# WOW--Hoyt Alphamax 32-AWESOME



## Larry Rooks (Nov 1, 2008)

I got it yesterday and 30 minutes later is was zeroed out to 50 yards.  This is the smoothest Hoyt I have ever shot,
super quiet and quick.  Thew new cam is adjustable and real easy to get along with, change modules without a bow press too.  This thing is SWEAT  Headed to Ohio with
mine in two weeks


----------



## Taylor Co. (Nov 3, 2008)

Larry Rooks said:


> I got it yesterday and 30 minutes later is was zeroed out to 50 yards.  This is the smoothest Hoyt I have ever shot,
> super quiet and quick.  Thew new cam is adjustable and real easy to get along with, change modules without a bow press too.  This thing is SWEAT  Headed to Ohio with
> mine in two weeks



I hear ya' man! Sounds like you found your new hunting partner


----------



## G Duck (Nov 3, 2008)

Stop this temptation,,,,


----------



## Hunt Em Up (Nov 3, 2008)

Just got back from 12 pt Archery in Covington.. WOW!!!! That 32 is flat out the bow to have.. Working on getting me one now..


----------



## The Arrow Guru (Nov 3, 2008)

*shot'em @ 12 point tonight as well*

I shot the Bowtech Admiral/Captian when they came in and then dropped by ther tonight. I tell you all four bows are incredible. I will have to say that the AM 35 is unreal. I thought that the draw was smoother(is that a word) than the bowtechs. As solid of a wall as Hoyt has ever had, as good as the Bowtechs. And I'm gonna tell you, the IBO speeds listed are real conservative!
This is going to be a real hard choice for a lot of guys looking for their new bow this year, but I do like the new Hoyt the best.


----------



## preacherman (Nov 5, 2008)

I want to see PICTURES!!!!!

And agree with GDuck, this temptation has a hold on me as well!


----------



## Arrow3 (Nov 5, 2008)

Oh lord....My bank account can't handle threads like this...


----------



## SouthGAHunter (Nov 6, 2008)

I too shot it. Went with BIGRNYRS, and can't say a bad thing about the bow. I've always been a bowtech guy but I will admit, that is one of the smoothest cam and 1/2 bows I have ever shot.  It is completely dead in the hands, and QUIET.  Hard to not buy one this year for sure.


----------



## Larry Rooks (Nov 6, 2008)

TEMPTATION!!!!!!!!!! Naw man, just passing on some well needed info.  If you need a wifes approval to buy one, my wife will approve it for ya  The bow is sweet and
a must try before buying anything new, well worth it too.


----------



## G Duck (Nov 6, 2008)

I might have to have a place to stay if I come home with another bow. Sold my Outback this summer to buy a new DXT, and bought a Bowtech 82nd from a member here. 
I would love to see one and shoot it. Im a Lefty, so that might not be too easy.


----------



## preacherman (Nov 7, 2008)

G Duck said:


> I might have to have a place to stay if I come home with another bow. Sold my Outback this summer to buy a new DXT, and bought a Bowtech 82nd from a member here.
> I would love to see one and shoot it. Im a Lefty, so that might not be too easy.

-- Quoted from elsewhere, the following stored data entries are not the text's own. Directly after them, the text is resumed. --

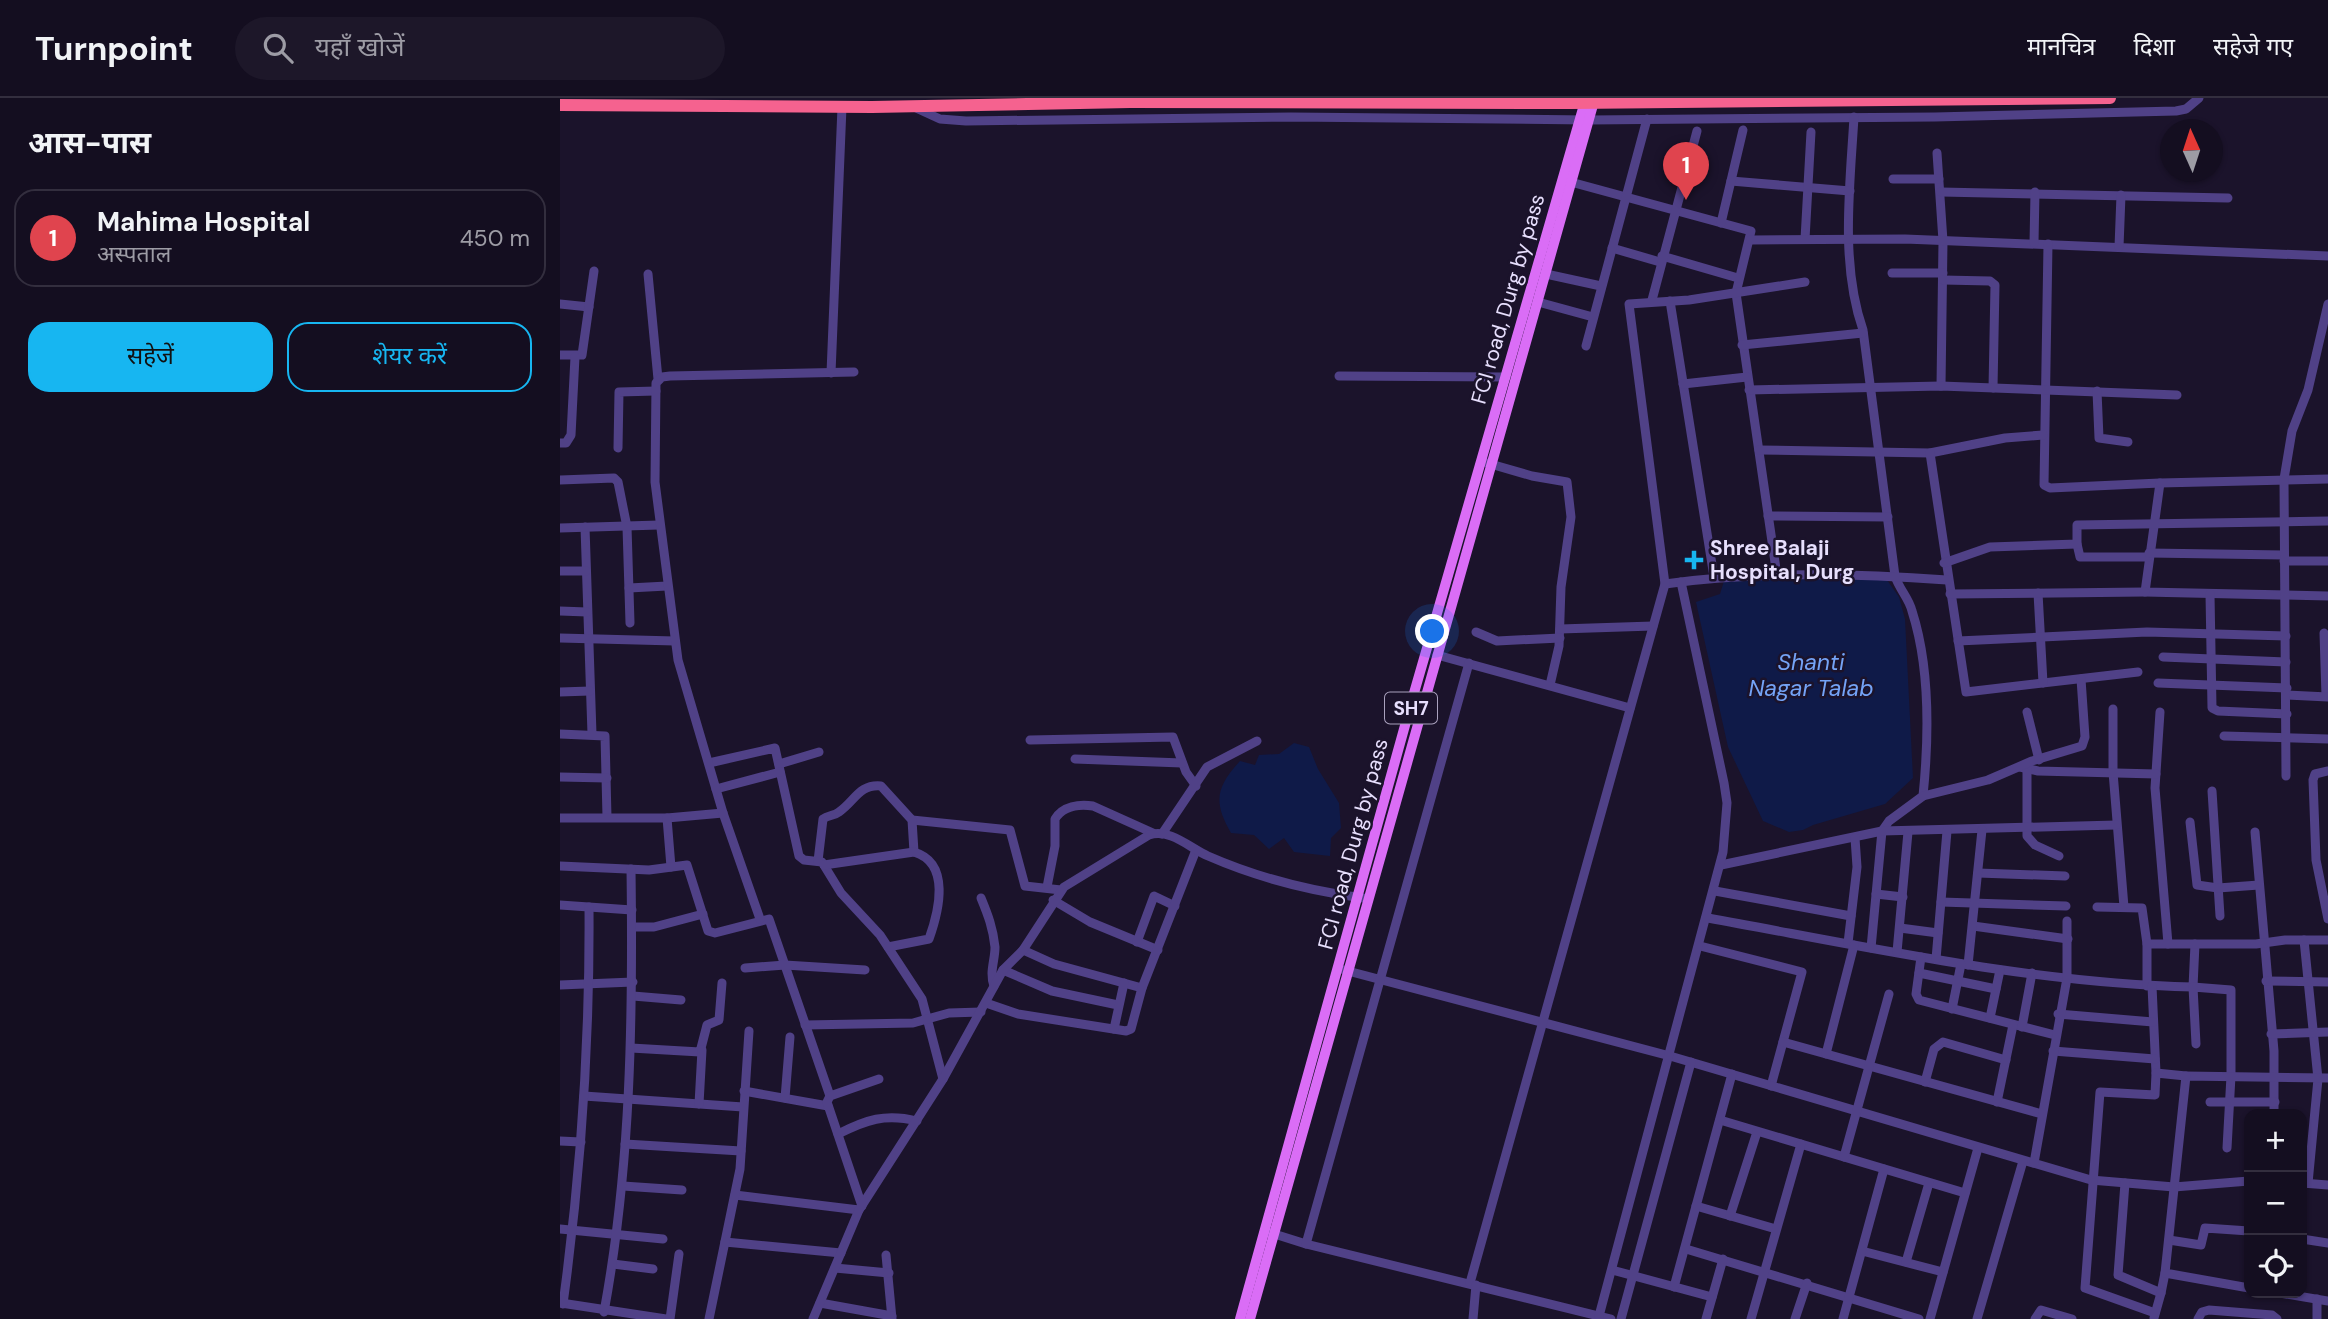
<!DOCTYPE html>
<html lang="hi">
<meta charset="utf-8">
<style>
body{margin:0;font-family:"DM Sans","Noto Sans Devanagari",sans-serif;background:#1d1729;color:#f1f3f6}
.controls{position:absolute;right:21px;bottom:21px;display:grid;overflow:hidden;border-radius:14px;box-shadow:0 2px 5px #0004}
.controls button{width:63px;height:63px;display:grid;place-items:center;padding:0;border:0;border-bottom:2px solid #332e3e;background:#140e20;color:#f1f3f6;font:35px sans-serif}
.compass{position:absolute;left:1600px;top:21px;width:63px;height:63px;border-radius:50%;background:#140e20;box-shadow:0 2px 5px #0004;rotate:357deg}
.you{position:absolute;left:873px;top:534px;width:24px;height:24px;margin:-18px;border:5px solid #fff;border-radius:50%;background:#1a73e8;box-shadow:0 0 0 10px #1a73e833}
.badge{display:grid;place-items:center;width:46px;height:46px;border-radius:50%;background:#17b6f1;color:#fff;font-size:23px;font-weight:700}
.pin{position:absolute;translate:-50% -58px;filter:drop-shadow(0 2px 4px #0008)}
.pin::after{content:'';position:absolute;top:37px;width:24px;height:21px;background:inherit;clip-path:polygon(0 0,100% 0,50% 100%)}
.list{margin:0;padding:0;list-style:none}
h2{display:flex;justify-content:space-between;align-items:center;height:91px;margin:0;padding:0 28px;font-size:30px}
h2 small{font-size:23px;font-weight:400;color:#9d9ca5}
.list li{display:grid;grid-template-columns:46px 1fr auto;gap:21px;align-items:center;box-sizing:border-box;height:98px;margin:0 14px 14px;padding:0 14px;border:2px solid #332e3e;border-radius:21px}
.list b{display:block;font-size:26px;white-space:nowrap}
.list p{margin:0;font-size:23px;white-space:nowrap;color:#9d9ca5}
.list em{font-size:23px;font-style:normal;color:#9d9ca5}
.actions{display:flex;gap:14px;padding:21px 28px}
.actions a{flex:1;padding:16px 0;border:2px solid #17b6f1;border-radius:21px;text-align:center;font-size:24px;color:#17b6f1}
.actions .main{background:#17b6f1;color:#111}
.icon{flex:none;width:38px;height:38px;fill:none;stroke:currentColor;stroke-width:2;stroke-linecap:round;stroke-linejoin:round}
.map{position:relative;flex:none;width:1768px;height:1221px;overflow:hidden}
header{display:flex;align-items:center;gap:42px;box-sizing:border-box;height:98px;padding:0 35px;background:#140e20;border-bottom:2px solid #332e3e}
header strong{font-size:33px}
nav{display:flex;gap:38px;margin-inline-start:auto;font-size:24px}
.search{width:490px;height:63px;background:#1d1729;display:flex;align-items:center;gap:18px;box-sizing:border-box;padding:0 24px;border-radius:38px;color:#9d9ca5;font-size:26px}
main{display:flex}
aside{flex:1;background:#140e20}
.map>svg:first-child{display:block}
</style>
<header>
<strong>Turnpoint</strong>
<div class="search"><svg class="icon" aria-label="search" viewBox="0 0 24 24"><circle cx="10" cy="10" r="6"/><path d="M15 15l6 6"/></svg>यहाँ खोजें</div>
<nav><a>मानचित्र</a><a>दिशा</a><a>सहेजे गए</a></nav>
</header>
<main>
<aside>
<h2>आस-पास<small></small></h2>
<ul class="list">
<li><span class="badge" style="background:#e0444e">1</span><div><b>Mahima Hospital</b><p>अस्पताल</p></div><em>450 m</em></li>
</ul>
<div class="actions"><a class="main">सहेजें</a><a>शेयर करें</a></div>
</aside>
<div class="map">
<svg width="1768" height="1221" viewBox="0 0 1768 1221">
<rect width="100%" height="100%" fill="#1b132b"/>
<!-- water -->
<g fill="#0f1a48">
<polygon points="1223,481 1327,482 1339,499 1345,521 1353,680 1325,706 1253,727 1243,732 1229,734 1203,723 1168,649 1136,504 1160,496 1164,483"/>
<path d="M734,645l15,4 9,22 21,34 2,25 -10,10 -1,18 -36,-4 -10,-14 -15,11 -15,-14 -23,-2c-18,-31 -15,-46 9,-72l15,4 4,-10 20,-1z"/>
</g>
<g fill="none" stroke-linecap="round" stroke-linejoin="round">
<!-- minor -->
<g stroke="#504187" stroke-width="9">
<polyline points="356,10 380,21 406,23 731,19 1029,22 1375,19 1616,13 1626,11 1639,0"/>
<path d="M1294,19c-4,69 -14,147 9,213l32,246c4,13 14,22 17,35 18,56 17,126 11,185l-34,25 -7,10 -11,117"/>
<polyline points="1377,55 1383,143 1381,288"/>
<polyline points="1333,81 1379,81"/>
<polyline points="1007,83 1191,133 1176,195 1217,478"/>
<polyline points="1171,83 1290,93"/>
<polyline points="1381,94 1668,100"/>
<polyline points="1161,125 1183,32"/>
<polyline points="1245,141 1251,34"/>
<polyline points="1191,142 1345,141 1768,158"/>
<polyline points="1474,145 1475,94"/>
<polyline points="1488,146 1484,387 1490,390 1600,385 1585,494 1768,498"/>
<polyline points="1559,149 1561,97"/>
<polyline points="1052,150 1100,164"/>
<polyline points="1102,158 1178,180"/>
<polyline points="1332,175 1383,175"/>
<polyline points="88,176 98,281"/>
<polyline points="986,176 1041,188"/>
<polyline points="1383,182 1430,183 1435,187 1433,290"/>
<polyline points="1092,202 1137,33"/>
<polyline points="1110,203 1154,479"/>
<polyline points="978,204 1033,219"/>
<polyline points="0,206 29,209"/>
<polyline points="1182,247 1303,235"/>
<polyline points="1026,248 1087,21"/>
<polyline points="0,257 22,257 34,173"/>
<polyline points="271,275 282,9"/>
<polyline points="779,278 946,279"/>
<polyline points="1123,286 1187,279"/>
<polyline points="1189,292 1381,288 1617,297"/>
<polyline points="1537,293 1539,340 1568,344"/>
<polyline points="0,345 6,345 11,337 15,259"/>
<polyline points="58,350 59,294 96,293"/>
<polyline points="1199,352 1370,355 1445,340 1483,337"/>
<polyline points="1370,355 1406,594 1578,574"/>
<polyline points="927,365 972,378 1007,384 1011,419 1001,489 999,548 990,587"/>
<polyline points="0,382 54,380 58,384 67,429 70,525"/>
<polyline points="1600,385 1768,381"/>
<polyline points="1208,418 1328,419"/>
<polyline points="25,429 32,636"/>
<polyline points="0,430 99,427"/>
<polyline points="1517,446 1520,459 1588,459"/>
<polyline points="1589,455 1724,457"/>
<polyline points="1724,463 1768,463"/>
<polyline points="1384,465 1430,449 1517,446 1517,427 1768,423"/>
<polyline points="0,473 26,473"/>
<path d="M1105,486c92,-13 188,-11 282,-4"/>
<polyline points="69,490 107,488"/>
<polyline points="1478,495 1483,585"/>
<polyline points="1390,496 1585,494"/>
<polyline points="1650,496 1652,610 1658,613 1727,616"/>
<polyline points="0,513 27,514"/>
<polyline points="1000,531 1093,528"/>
<polyline points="916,534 937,543 1000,540"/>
<polyline points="1764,535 1766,598"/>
<polyline points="0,540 115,543"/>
<polyline points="1398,543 1587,534 1726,538"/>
<polyline points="877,557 1070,610"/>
<polyline points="1603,559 1726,564"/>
<polyline points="1598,585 1727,590"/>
<polyline points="0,594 30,593"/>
<polyline points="1727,597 1768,599"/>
<polyline points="1553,611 1553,674 1564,809"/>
<polyline points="1467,614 1479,662"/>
<polyline points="1600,614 1595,690 1608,846"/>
<polyline points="0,636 45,638 47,719"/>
<polyline points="1664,638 1768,641"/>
<polyline points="470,642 613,639 626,674 636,688"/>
<polyline points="515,661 622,665"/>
<polyline points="149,665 215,650 239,758 244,762 262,764 281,795 320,837 362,901 383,981"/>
<polyline points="219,666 259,654"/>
<polyline points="1460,669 1478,673 1596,676"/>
<polyline points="1467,671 1467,738 1475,747 1499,758"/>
<polyline points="1768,673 1755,676 1753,682 1756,762 1768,821"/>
<polyline points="1726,678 1724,381 1732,333 1748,292 1768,206"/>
<polyline points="0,679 47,680"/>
<polyline points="156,691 220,674"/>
<polyline points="1652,693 1660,818"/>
<polyline points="1363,698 1428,682 1472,663 1522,648 1525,639 1521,581"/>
<polyline points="0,720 107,720 163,715"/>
<polyline points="107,720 111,769"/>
<polyline points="352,722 450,732 465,788 501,792"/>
<polyline points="1630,724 1637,787 1658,790 1699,787"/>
<polyline points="1695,734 1714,953 1714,1016"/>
<polyline points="602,736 647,669 697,643"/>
<path d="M258,763l5,-42c5,-4 11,-3 16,-7 16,-11 20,-28 42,-26l31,34 2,32"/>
<path d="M264,767l90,-13c37,11 25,59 15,87l-41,8"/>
<polyline points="1161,767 1322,733 1556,727"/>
<polyline points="0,768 89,772 127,767 148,833 155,835 209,821 270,998"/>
<polyline points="1418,775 1505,778"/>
<path d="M487,789l8,-41v-27c8,-13 24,-15 38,-13l60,27"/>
<polyline points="1155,793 1291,818"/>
<polyline points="1316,796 1343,799"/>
<path d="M421,800c7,17 12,30 14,49 0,14 -6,25 -1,39"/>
<polyline points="493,802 530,824 598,852"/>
<polyline points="1381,804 1506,808"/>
<polyline points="0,807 72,812"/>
<polyline points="1537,809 1582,810 1587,846"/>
<path d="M1148,820c160,29 322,65 485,69l2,-43"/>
<polyline points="200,821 163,715 118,562 95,384 96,285 102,279 110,278 294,274"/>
<polyline points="1413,828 1508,841"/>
<polyline points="72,829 94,829 143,816"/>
<polyline points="1340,830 1378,835"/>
<polyline points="1744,842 1758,981 1748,1085"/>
<polyline points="577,844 594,798 615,808"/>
<polyline points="1288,845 1297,769 1295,740"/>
<polyline points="1140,848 1242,874 1211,988"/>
<polyline points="463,852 494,866 582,890"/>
<polyline points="1337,854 1348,734"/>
<polyline points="1361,859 1356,896 1359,902 1495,937"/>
<polyline points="1376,861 1387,733"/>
<polyline points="1408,867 1422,732"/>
<polyline points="185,870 225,867 305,872"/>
<polyline points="443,872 492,893 558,907"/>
<polyline points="784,872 1110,958 1531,1082 1614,1089 1689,1083"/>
<polyline points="1359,875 1436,891"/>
<polyline points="1706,883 1768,884"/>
<polyline points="0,887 73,884"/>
<polyline points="1587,888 1587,846 1696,846 1725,842 1768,842"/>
<polyline points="1592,888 1596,975"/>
<polyline points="73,898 121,902"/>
<polyline points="426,905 458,916 566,933 571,931 582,890 636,752"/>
<polyline points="1392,911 1401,866"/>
<polyline points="1498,916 1593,924"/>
<polyline points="1430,920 1440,872"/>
<polyline points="245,927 353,925 389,915 421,914"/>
<polyline points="1462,929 1472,875"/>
<polyline points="554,931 564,885"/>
<polyline points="1711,936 1768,934"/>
<polyline points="1223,944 1482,1016"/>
<polyline points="1636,946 1633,889 1671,892 1671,978 1667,1050"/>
<polyline points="71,950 140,954 147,927 159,922 162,885"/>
<polyline points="1493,953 1595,961"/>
<polyline points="1266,956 1294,847"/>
<polyline points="1365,984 1374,951 1383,944 1446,962"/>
<polyline points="184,993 268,1008"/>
<polyline points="24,998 183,1009"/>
<polyline points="225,1000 230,939"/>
<polyline points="1437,1004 1453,927"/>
<polyline points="1650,1004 1715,1004"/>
<polyline points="139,1006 142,952"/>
<polyline points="1160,1022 1405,1095"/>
<path d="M278,1036c28,-14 47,-21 79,-13"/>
<polyline points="0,1043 21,1044"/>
<polyline points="65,1046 181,1053"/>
<polyline points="1284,1059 1329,896"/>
<polyline points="1474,1065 1507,880 1507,823"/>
<polyline points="1565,1085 1558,1177 1601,1195 1605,1175"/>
<polyline points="1742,1085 1768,1087"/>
<polyline points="63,1088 122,1092"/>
<polyline points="175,1097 299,1112"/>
<polyline points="302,1108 267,1004 270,998 319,981"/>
<polyline points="1136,1108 1216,1131"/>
<polyline points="1170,1118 1197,1034"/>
<polyline points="0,1131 103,1141"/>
<polyline points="708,1134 746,1146 1051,1221"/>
<polyline points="1742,1141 1768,1145"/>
<polyline points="1609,1142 1641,1147 1645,1130 1689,1133"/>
<polyline points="165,1144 281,1155"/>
<polyline points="746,1146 909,565"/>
<polyline points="1126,1151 1359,1221"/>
<polyline points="1302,1153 1383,1174"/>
<polyline points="326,1157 332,1221"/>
<polyline points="1346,1164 1369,1085"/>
<polyline points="53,1166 93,1171"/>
<polyline points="275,1170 329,1175"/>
<polyline points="1052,1172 1152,1199"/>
<polyline points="910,1185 1105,486 1069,206 1129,202 1245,184"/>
<polyline points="1114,1189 1172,976"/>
<polyline points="1689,1190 1605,1175 1626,978 1768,980"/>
<polyline points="1720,1195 1768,1203"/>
<polyline points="1,1205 106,1221"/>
<polyline points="260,1205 332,1218"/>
<path d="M3,1206c18,-132 27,-264 26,-397"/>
<path d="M44,1214c27,-146 29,-294 27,-443"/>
<polyline points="1595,1215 1525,1190 1540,994 1595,997 1596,975 1626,978"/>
<polyline points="1039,1218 1163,754 1167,705 1164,685 1121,484"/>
<polyline points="1594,1220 1601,1195"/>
<polyline points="110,1221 119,1156"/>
<polyline points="149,1221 180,1071 189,933"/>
<path d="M253,1221l46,-109 84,-131 60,-109 20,-20 41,-63 85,-52c21,-7 41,13 59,21 48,21 103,35 155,42"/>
<polyline points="913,1221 916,1187"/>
<polyline points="1061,1221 1131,964"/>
<polyline points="1146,1221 1163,1161"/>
<polyline points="1191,1221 1241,1046"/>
<polyline points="1235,1221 1247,1185"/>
<polyline points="1283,1221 1324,1071"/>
<polyline points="1370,1221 1418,1050"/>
<polyline points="1417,1221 1463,1063"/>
<polyline points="1475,1221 1481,1212 1512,1221"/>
<polyline points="1638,1221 1642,1214 1649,1212 1712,1217 1717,1221"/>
<polyline points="1757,1221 1757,1201"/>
</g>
<!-- major -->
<g stroke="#da6df6" stroke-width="10">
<polyline points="680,1221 854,595 1026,0"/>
<polyline points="690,1221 1035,0"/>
</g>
<!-- highway -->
<polyline stroke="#f5628f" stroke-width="12" points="0,7 312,9 570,4 1012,5 1550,0"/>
</g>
<!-- markers -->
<path fill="#17b6f1" stroke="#1b132b" stroke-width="2.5" d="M1130.5 451.5h7v7h7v7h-7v7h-7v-7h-7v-7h7z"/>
<g text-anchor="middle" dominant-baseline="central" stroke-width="5" stroke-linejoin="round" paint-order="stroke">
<!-- shield labels -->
<rect fill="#1b132b" stroke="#aaa2be" stroke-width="2" x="825" y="594.5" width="52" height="31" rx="5"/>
<g font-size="19" font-weight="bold" fill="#e7dffd">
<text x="851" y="610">SH7</text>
</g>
<!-- street labels -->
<g font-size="21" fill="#e7dffd" stroke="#1b132b">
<text transform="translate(948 201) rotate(-74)">FCI road, Durg by pass</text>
<text transform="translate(793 746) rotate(-75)">FCI road, Durg by pass</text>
</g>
<!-- poi labels -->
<g font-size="21" font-weight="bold" fill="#e7dffd" stroke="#1b132b" text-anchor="start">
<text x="1150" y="450">Shree Balaji<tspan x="1150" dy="24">Hospital, Durg</tspan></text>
</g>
<!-- water labels -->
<g font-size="23" font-style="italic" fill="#74a3f6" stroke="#1b132b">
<text x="1251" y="564">Shanti<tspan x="1251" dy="26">Nagar Talab</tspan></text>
</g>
</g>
</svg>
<div class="controls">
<button>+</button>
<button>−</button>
<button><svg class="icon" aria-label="locate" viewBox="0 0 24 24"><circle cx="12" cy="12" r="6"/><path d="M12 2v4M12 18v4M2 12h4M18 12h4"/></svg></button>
</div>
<svg class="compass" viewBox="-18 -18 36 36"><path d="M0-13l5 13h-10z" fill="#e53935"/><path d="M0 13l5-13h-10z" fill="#9d9ca5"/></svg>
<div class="you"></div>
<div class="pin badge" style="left:1126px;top:102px;background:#e0444e">1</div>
</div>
</main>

Come on David!  You can stay with me.  Just bring your checkbook and you can buy me the Alphamax for rent payment for staying at my house!


----------



## varmithunter06 (Nov 8, 2008)

i got mine bout 3 weeks ago and already stuck a doe with it its a great bow  it draws VERY smooth and is very quiet and im getting 260fps out of it shooting 468 grain full metal jackets at 65lbs at 29in.


----------



## burkecountydeer (Nov 9, 2008)

That is a sweet bow for sure.


----------



## preacherman (Nov 9, 2008)

Great looking bow!  I am liking what I see from Hoyt this year.  I know it is indeed a shooter!


----------



## FrankS (Dec 7, 2008)

I am still torn between the 32 & 35. As a taller man (6'4")...should I be leaning with one size versus the other?

Thanks for your feedback


----------